Из донесения министра полиции Балашова (в декабре 1812 г.) видно, что в Смоленской губ. было истреблено 172.566 человеческих и 128.739 скотских трупов, а в 6 губерниях (Калужской, Московской, Смоленской, Минской, Могилевской и Виленской) и в Белостокской области всего истреблено 430.707 человеческих и 230.677 скотских трупов.
С. Горяинов. «1812. Документы Государственного и С.-Петербургского Главного Архивов. Издание Министерства Иностранных дел». Спб., 1912 г., ч. II,
"Смоленские крестьяне Порецкой округи, уставшие прибирать тела убитых оружием и умерших голодных французов, досаду свою изъявляют следующими словами тамошним наречием, говоря о тех жителях, которые сражались с неприятелями: «Воткили цорт помогал им набить, а теперь прибирай; а тебе француза не цорт нес сюды».
Собственноручная тетрадь А. Н. Оленина. Рассказы из истории войны 1812г. «Русский архив», 1868, № 12, с. 1983-2000.
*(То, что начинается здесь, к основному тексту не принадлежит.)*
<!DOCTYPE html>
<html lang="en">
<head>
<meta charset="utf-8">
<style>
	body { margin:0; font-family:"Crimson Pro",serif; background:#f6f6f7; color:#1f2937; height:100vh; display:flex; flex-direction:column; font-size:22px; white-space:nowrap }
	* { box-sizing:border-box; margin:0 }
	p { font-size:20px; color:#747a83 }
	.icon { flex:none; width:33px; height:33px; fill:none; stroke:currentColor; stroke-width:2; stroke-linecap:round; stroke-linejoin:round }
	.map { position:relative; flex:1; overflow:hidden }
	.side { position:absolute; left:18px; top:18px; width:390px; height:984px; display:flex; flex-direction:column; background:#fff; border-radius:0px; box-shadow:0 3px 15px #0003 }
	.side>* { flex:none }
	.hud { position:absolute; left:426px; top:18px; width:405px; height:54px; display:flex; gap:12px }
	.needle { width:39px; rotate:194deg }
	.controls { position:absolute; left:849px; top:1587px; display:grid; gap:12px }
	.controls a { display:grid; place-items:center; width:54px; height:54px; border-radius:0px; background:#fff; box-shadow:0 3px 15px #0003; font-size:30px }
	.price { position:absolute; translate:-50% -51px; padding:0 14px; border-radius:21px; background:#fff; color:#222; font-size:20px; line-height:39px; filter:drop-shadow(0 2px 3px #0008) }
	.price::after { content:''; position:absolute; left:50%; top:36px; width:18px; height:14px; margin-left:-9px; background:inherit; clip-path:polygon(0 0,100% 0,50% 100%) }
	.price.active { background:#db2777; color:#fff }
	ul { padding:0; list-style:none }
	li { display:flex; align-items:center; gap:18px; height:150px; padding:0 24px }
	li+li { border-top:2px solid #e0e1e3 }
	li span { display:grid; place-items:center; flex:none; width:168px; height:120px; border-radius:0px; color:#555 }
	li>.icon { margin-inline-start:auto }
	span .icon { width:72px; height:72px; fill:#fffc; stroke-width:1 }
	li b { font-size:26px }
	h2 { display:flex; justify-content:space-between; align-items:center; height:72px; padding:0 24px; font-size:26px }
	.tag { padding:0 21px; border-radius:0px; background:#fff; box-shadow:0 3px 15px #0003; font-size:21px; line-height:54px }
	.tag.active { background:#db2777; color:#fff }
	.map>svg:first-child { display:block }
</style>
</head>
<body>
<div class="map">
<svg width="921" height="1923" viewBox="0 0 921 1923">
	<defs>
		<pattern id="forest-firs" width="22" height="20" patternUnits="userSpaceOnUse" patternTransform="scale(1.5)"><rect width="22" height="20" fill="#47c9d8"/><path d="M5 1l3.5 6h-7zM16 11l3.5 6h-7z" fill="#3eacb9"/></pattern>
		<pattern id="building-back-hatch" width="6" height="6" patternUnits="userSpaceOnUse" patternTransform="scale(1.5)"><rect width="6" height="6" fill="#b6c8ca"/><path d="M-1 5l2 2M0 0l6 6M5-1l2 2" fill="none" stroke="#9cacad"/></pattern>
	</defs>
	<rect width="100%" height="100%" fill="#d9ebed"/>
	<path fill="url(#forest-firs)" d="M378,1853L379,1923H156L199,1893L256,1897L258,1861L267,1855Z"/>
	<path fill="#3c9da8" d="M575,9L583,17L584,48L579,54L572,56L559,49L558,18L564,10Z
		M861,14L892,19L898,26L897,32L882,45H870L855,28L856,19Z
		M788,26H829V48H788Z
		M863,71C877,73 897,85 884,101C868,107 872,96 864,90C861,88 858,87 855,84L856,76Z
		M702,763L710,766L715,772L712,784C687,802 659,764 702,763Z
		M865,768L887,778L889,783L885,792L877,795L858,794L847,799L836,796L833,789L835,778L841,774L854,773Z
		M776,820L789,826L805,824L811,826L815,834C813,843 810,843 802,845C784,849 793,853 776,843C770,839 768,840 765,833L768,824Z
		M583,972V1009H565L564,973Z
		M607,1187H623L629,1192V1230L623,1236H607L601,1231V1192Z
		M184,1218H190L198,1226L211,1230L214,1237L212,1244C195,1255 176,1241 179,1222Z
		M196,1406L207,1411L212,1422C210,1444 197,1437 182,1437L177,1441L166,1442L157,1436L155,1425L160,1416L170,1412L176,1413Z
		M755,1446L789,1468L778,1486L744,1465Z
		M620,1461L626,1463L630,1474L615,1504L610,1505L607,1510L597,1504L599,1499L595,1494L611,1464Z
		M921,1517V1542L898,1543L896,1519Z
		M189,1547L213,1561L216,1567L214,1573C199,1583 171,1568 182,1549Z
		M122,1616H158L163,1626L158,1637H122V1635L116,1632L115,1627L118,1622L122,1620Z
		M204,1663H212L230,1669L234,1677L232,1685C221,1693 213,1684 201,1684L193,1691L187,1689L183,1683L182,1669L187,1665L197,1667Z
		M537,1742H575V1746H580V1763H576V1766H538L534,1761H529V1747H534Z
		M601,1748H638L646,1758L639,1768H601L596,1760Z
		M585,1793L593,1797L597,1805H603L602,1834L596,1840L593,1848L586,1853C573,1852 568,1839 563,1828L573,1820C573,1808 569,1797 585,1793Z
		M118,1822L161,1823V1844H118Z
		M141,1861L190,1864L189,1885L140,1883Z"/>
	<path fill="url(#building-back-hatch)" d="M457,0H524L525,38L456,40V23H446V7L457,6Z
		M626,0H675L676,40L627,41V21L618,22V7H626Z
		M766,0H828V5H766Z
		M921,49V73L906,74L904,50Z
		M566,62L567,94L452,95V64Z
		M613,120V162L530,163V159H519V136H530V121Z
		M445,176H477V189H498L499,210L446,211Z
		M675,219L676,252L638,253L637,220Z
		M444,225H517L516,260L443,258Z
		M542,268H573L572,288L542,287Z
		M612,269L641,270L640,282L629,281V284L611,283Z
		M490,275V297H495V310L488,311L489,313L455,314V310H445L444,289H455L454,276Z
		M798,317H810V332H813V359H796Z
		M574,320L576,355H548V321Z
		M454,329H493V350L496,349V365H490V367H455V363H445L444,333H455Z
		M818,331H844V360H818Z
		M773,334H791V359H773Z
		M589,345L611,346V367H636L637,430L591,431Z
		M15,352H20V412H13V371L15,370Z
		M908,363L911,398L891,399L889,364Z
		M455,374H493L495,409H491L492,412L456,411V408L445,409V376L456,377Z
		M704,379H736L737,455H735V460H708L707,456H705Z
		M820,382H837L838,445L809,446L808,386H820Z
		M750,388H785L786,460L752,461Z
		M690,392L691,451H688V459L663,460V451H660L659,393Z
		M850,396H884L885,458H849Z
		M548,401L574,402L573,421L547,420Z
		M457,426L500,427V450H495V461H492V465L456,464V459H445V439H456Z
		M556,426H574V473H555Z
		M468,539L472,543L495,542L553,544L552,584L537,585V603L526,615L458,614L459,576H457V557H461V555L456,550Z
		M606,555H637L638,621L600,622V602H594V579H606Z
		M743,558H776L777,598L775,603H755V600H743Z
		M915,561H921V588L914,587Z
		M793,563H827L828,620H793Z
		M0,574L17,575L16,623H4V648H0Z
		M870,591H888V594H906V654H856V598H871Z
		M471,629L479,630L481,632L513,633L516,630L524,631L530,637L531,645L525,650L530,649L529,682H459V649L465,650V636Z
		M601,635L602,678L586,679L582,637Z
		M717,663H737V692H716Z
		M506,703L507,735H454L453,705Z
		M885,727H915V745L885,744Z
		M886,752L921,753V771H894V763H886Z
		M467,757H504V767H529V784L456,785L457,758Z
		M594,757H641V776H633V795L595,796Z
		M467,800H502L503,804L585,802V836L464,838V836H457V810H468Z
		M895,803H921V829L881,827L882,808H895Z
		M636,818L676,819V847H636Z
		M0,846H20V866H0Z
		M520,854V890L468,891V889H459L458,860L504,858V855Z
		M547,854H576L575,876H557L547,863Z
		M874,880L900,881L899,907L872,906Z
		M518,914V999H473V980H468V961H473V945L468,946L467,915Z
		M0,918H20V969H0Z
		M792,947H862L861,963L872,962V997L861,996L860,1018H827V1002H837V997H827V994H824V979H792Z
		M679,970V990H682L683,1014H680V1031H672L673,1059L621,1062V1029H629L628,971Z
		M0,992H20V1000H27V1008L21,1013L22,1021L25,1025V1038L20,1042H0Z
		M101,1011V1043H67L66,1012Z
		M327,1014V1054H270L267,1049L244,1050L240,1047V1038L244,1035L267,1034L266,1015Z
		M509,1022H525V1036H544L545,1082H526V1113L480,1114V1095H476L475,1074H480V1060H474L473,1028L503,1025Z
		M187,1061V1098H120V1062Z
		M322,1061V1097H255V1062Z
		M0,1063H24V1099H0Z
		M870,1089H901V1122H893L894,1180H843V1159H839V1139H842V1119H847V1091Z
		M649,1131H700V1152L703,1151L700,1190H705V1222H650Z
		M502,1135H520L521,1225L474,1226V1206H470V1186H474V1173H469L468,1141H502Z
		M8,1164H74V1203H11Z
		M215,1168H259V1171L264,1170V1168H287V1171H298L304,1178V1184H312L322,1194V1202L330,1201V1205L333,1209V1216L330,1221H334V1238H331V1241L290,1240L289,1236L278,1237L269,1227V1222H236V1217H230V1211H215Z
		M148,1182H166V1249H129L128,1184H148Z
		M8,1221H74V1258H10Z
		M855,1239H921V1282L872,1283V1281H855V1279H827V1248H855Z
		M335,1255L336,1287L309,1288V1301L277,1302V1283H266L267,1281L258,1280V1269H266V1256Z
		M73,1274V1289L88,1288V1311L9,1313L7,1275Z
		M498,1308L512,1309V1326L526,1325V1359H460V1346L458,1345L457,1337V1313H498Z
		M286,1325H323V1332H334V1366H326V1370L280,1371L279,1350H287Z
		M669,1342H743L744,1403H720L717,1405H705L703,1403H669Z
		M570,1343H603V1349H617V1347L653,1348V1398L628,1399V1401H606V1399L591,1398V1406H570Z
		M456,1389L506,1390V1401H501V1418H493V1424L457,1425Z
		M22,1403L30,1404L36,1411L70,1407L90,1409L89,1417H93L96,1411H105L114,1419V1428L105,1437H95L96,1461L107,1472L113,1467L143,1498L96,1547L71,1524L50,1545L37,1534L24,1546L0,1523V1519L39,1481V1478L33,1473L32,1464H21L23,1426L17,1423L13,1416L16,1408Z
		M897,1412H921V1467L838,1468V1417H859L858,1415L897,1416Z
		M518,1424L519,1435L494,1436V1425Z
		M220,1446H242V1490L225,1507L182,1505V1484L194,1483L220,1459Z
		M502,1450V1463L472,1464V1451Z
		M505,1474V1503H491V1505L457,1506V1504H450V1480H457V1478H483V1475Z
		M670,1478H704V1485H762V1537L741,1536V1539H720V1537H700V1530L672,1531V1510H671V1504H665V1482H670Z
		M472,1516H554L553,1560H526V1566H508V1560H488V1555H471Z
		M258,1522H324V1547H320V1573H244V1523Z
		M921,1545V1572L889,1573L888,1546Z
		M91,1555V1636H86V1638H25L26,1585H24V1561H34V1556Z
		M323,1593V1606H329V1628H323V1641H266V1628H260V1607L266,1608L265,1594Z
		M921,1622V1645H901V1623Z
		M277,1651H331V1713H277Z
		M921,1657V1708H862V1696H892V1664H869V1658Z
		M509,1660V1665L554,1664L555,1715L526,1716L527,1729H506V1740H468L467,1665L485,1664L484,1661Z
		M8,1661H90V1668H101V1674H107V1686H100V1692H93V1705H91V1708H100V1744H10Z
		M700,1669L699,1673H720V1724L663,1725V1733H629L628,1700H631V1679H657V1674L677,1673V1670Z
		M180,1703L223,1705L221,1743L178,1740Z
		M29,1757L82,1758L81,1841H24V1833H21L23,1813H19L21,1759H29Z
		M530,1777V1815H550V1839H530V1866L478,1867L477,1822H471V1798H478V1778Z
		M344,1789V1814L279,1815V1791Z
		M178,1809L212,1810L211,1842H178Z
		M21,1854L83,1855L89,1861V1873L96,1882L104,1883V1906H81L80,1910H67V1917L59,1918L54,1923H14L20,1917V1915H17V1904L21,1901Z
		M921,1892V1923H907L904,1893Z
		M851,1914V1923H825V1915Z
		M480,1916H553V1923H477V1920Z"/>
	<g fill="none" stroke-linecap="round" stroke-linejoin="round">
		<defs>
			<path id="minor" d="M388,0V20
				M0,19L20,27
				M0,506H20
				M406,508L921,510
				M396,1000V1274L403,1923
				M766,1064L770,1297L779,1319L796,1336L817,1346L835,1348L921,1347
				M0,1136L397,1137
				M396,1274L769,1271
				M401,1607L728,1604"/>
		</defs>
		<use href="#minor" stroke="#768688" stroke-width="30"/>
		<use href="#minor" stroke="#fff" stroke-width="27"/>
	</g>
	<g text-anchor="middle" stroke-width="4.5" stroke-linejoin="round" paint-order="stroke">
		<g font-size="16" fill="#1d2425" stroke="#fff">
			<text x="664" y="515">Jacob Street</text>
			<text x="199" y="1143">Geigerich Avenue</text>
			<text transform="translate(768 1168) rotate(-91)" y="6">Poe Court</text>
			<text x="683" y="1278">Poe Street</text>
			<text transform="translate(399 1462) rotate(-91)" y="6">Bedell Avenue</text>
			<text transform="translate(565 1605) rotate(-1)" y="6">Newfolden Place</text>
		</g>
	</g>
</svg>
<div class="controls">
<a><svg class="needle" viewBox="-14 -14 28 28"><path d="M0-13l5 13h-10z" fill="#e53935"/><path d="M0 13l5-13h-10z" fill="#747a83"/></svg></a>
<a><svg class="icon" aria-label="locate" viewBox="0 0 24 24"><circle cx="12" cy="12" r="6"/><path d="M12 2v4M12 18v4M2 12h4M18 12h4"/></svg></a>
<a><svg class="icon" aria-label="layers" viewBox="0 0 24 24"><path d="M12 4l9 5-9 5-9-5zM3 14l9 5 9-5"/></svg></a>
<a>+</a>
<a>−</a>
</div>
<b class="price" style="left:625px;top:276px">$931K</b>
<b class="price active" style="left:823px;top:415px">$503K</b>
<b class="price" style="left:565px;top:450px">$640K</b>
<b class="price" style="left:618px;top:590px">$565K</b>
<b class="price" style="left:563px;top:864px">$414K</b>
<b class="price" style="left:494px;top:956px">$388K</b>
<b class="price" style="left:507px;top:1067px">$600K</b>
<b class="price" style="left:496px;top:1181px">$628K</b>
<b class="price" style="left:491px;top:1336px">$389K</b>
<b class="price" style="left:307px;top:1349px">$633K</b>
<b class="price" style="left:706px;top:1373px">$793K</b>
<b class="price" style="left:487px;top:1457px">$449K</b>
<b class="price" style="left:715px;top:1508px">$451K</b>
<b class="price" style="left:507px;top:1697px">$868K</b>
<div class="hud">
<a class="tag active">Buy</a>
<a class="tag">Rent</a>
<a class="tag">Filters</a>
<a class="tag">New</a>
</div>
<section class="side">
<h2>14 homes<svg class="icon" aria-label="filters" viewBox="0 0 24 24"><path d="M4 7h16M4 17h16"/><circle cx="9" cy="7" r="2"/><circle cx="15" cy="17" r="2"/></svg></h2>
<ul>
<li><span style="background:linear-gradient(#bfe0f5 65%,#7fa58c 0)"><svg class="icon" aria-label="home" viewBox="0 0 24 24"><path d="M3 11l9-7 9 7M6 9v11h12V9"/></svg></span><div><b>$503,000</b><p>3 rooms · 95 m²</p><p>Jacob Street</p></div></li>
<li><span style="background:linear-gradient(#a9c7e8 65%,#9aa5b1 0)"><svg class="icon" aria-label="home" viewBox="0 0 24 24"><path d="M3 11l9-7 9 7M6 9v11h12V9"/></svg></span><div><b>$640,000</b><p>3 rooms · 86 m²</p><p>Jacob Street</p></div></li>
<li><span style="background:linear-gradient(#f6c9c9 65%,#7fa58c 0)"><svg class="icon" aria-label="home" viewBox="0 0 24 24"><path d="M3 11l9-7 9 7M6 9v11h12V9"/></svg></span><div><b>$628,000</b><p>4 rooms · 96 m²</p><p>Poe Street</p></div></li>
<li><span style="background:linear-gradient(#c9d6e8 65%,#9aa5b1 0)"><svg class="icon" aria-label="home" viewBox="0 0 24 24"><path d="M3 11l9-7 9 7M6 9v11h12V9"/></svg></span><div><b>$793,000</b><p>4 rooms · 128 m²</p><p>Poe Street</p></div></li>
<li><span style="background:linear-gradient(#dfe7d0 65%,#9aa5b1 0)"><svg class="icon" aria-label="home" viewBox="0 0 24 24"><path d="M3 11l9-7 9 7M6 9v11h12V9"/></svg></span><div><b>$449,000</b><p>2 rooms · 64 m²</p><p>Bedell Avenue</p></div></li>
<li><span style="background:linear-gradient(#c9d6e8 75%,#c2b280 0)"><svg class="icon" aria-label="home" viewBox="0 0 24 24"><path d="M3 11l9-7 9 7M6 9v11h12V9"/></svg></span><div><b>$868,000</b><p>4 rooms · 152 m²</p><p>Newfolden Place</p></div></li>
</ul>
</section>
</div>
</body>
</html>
Война прокатилась сначала с запада на восток, а затем наоборот. Схлынувший поток кроме огромного числа убитых на смоленской земле и, следовательно, в Поречском уезде оставил немало французов в качестве пленных. Странно конечно выглядит, но некоторое число солдат бывшей Великой армии решили остаться в России на постоянное жительство. Владевших ремеслами записывали в мещане. Что касается крестьянского труда в нашей местности, то едва ли многие бывшие пленники предпочли его. Несколько иностранцев прижилось в уездном центре.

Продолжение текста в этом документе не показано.